David J. Neal of The Miami Herald: Wednesday evening’s downtown Miami rain lacked lightning. No matter. A big-game feel crackled about the arena area. Parking lots charged $5 more than usual. The bomb dogs sniffed laptop bags. And LeBron James dropped into defensive attack mode in front of Kevin Durant on the first Oklahoma City Thunder possession — hips low, arms wide, ready to stop or, heck, tackle. Only the late arrivers couldn’t feel the Serious Man vibe from James as he started down with the friend who covets James’ place atop the basketball world. For one night, Durant took it — being the best player on the court that included LeBron James and leading the better team on the court that included the two-time defending champions. Again, for one night. But it does show the gap between James and Durant once seeming generational in more ways than one, now might be shorter than the length of either man’s shooting arm.

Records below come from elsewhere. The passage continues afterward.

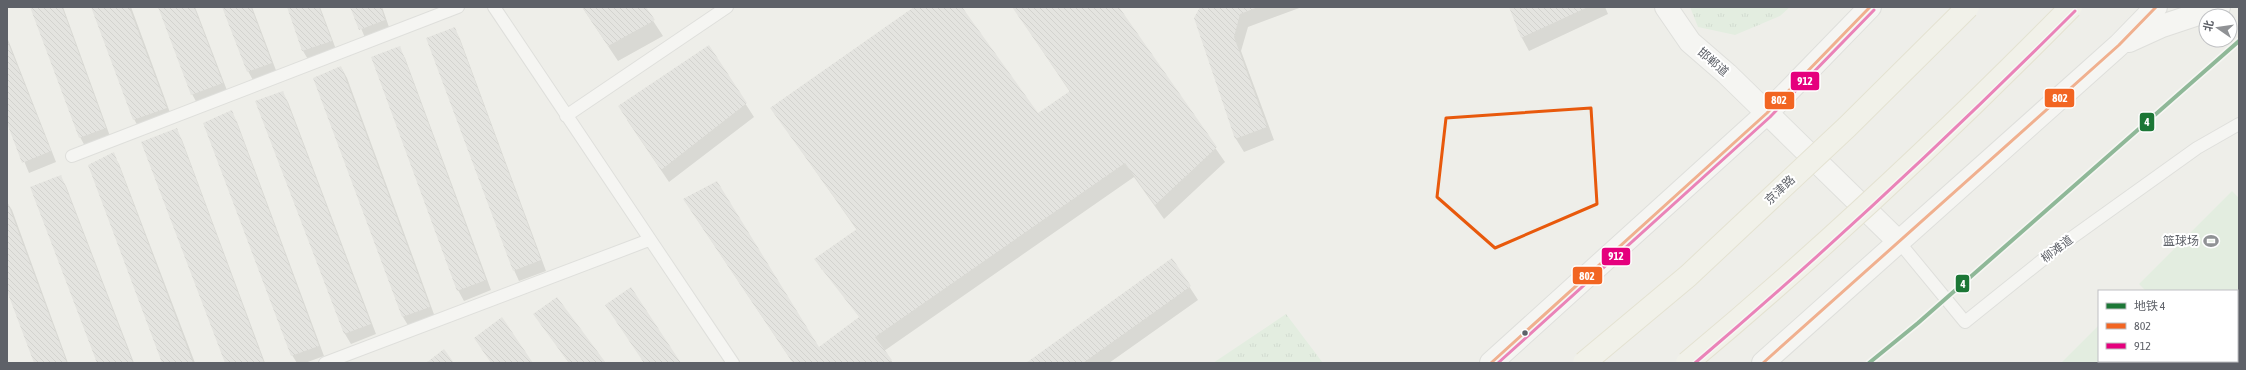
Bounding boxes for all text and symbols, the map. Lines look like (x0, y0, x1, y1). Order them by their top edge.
north arrow (2198, 8, 2238, 48)
text: 北 (2201, 19, 2215, 32)
street label: 邯郸道 (1695, 45, 1731, 79)
line badge: 912 (1790, 71, 1820, 91)
text: 912 (1797, 75, 1813, 87)
line badge: 802 (2044, 88, 2075, 108)
line badge: 802 (1764, 91, 1795, 110)
text: 802 (2052, 92, 2068, 104)
text: 802 (1771, 94, 1787, 106)
line badge: 4 (2139, 112, 2155, 132)
text: 4 (2143, 116, 2150, 128)
street label: 京津路 (1762, 173, 1798, 207)
sports icon: 篮球场 (2202, 232, 2220, 250)
street label: 柳滩道 (2038, 233, 2076, 265)
place label: 篮球场 (2163, 234, 2199, 248)
line badge: 912 (1601, 247, 1631, 266)
text: 912 (1608, 250, 1624, 262)
line badge: 802 (1572, 266, 1603, 285)
text: 802 (1579, 270, 1595, 282)
line badge: 4 (1955, 274, 1970, 293)
text: 4 (1959, 278, 1966, 290)
legend (2098, 290, 2238, 362)
text: 地铁 4 (2134, 299, 2166, 313)
text: 802 (2134, 319, 2151, 333)
unlabelled marker (1520, 328, 1530, 338)
text: 912 (2134, 339, 2151, 353)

Joe Cowley of the Chicago Sun-Times: Before Wednesday’s 96-86 win over San Antonio to start a six-game West Coast trip, Thibodeau was not only asked about the criticisms from outside the organization, but the ones from the inside. Specifically, Board Chairman Jerry Reinsdorf calling the team “mediocre" in a recent television interview. “Jerry owns the team so he’s entitled to say whatever he wants,’’ Thibodeau said. “If that’s the way he feels … and the way I feel about our team is this: It’s that I’m really proud of them and we can do even better. So I’m not selling them short." No, but a lot of others have been. Analysts Charles Barkley and Jeff Van Gundy each took shots at Bulls management the last week, with Barkley telling ESPN that if the franchise doesn’t land Carmelo Anthony somehow, “they are going to be irrelevant for the next few years." ... Thibodeau was then once again asked if he felt ownership was actually committed to doing whatever it takes to pursue a championship and responded, “As I told you, Jerry with me has been terrific. I don’t have any problems with Jerry. There are a lot of decisions that have to be made that are tough decisions, they’re not easy ones."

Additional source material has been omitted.